→ TASK INSTRUCTIONS:
How many lines in the records below contain the string "body"? Answer with the number alone.

────────────────────────────────────────

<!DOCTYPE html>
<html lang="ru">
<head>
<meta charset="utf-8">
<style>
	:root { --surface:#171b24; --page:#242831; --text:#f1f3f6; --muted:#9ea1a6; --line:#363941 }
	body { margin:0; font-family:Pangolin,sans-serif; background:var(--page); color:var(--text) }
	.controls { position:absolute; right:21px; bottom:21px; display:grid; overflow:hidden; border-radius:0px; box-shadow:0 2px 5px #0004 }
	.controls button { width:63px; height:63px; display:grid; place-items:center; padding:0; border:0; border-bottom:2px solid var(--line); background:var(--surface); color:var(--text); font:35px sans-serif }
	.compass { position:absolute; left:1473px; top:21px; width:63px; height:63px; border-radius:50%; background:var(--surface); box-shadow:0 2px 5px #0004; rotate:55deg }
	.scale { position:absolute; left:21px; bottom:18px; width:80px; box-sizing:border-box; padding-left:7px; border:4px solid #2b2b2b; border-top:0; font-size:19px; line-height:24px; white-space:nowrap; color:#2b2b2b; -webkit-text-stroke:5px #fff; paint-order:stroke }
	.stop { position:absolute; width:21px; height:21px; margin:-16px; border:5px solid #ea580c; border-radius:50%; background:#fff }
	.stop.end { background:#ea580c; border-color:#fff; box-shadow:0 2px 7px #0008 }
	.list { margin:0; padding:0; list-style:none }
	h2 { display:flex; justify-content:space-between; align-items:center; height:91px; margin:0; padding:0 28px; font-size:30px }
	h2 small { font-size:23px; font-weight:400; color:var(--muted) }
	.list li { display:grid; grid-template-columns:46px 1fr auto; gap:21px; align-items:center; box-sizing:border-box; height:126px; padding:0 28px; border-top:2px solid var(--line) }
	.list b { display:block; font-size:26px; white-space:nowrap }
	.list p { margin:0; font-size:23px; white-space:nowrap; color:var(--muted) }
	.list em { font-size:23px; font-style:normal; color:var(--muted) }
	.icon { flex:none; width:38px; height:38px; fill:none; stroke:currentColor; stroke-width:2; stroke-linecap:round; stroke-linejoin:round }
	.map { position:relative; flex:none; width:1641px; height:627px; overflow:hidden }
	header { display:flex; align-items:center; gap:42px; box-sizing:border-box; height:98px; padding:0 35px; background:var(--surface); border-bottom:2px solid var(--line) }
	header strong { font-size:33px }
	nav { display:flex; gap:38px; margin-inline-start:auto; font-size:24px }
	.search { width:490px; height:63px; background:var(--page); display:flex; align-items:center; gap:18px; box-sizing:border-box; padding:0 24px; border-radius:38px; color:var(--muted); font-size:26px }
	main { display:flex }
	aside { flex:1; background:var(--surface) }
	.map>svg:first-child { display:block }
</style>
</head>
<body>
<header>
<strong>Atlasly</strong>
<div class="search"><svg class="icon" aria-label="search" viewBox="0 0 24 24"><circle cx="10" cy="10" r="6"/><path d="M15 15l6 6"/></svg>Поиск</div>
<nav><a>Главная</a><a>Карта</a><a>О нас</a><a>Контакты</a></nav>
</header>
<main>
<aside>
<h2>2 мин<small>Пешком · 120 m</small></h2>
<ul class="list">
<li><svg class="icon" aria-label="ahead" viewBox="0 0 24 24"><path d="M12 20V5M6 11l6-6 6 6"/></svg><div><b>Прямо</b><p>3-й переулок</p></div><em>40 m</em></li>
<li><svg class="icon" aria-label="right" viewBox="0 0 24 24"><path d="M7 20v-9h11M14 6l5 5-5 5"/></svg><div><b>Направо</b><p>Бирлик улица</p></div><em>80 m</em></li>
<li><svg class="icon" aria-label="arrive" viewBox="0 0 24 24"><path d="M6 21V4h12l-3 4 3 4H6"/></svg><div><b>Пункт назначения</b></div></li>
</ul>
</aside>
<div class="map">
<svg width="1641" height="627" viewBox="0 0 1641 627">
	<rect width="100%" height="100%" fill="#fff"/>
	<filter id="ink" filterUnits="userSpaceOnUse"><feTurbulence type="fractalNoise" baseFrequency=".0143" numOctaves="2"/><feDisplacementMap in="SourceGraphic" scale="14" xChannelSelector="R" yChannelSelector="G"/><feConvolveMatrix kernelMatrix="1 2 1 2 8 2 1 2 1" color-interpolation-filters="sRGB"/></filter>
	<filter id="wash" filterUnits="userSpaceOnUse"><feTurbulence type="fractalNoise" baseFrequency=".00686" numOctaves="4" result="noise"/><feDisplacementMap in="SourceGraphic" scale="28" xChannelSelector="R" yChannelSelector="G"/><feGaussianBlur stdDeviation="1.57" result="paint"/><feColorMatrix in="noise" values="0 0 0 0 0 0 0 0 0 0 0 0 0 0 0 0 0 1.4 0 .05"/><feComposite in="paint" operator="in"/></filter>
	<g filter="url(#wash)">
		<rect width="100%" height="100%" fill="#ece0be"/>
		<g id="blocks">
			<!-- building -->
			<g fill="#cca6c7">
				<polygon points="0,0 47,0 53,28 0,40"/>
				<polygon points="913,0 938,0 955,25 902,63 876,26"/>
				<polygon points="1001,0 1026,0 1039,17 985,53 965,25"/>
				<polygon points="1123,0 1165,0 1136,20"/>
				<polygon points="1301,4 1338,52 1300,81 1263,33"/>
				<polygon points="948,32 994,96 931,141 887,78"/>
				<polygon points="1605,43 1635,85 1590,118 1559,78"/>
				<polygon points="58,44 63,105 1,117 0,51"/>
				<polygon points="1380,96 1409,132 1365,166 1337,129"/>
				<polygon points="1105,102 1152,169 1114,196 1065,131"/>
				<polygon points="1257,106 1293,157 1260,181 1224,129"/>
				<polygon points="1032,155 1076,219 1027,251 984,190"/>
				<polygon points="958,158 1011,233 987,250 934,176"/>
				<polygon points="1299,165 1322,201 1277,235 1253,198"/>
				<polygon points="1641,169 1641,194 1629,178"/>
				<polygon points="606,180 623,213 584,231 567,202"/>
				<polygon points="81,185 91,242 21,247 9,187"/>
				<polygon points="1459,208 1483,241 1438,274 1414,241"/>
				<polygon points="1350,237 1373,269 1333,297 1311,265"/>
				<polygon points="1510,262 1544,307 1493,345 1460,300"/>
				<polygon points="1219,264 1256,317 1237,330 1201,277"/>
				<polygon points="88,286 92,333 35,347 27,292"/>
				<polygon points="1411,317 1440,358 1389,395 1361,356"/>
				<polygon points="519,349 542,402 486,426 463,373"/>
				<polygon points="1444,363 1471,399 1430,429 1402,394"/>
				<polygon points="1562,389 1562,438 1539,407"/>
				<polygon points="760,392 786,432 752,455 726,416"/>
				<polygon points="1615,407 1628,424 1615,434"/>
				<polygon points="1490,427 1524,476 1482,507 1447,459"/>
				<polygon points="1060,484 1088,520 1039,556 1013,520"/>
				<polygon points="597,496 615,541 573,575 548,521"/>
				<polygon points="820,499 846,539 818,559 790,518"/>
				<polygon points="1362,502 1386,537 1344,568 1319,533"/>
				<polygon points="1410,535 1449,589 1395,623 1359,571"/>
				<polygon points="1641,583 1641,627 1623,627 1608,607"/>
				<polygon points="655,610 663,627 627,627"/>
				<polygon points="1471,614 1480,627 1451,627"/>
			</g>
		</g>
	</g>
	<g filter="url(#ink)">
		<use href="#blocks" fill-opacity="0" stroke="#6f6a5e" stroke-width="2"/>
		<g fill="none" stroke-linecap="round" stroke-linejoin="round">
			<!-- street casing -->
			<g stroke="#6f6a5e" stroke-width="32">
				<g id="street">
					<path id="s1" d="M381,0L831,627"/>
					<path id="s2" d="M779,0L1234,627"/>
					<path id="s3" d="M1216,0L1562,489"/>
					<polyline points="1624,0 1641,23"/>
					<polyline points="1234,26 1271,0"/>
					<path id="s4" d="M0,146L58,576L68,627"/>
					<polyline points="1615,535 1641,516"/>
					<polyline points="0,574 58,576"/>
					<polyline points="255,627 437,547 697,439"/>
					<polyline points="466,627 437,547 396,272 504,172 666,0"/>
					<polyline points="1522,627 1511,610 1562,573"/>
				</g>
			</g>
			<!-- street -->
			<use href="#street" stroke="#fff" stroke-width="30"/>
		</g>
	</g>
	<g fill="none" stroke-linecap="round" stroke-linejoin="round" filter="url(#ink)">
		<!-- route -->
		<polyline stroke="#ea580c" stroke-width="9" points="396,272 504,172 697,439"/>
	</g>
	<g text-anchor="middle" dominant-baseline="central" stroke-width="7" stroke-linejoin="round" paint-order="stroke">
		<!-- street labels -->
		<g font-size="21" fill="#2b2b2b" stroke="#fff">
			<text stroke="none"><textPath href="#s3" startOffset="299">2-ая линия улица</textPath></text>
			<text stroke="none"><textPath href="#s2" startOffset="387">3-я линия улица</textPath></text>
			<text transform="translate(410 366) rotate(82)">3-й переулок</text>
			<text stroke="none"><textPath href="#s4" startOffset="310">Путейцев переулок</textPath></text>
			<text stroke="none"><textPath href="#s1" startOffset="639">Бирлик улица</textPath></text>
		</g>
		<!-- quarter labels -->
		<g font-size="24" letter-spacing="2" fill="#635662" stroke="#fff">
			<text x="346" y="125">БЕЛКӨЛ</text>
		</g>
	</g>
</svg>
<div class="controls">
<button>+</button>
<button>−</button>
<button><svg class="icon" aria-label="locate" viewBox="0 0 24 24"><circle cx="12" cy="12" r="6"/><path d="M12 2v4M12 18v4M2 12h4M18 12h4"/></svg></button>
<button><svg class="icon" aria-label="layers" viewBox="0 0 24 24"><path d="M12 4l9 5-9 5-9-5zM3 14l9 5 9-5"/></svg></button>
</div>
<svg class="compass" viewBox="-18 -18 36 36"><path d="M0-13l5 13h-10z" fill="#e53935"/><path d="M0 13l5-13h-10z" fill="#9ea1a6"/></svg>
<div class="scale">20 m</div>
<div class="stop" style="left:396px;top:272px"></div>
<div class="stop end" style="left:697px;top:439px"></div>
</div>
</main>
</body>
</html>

────────────────────────────────────────

→ REPLY TO THE TASK:
3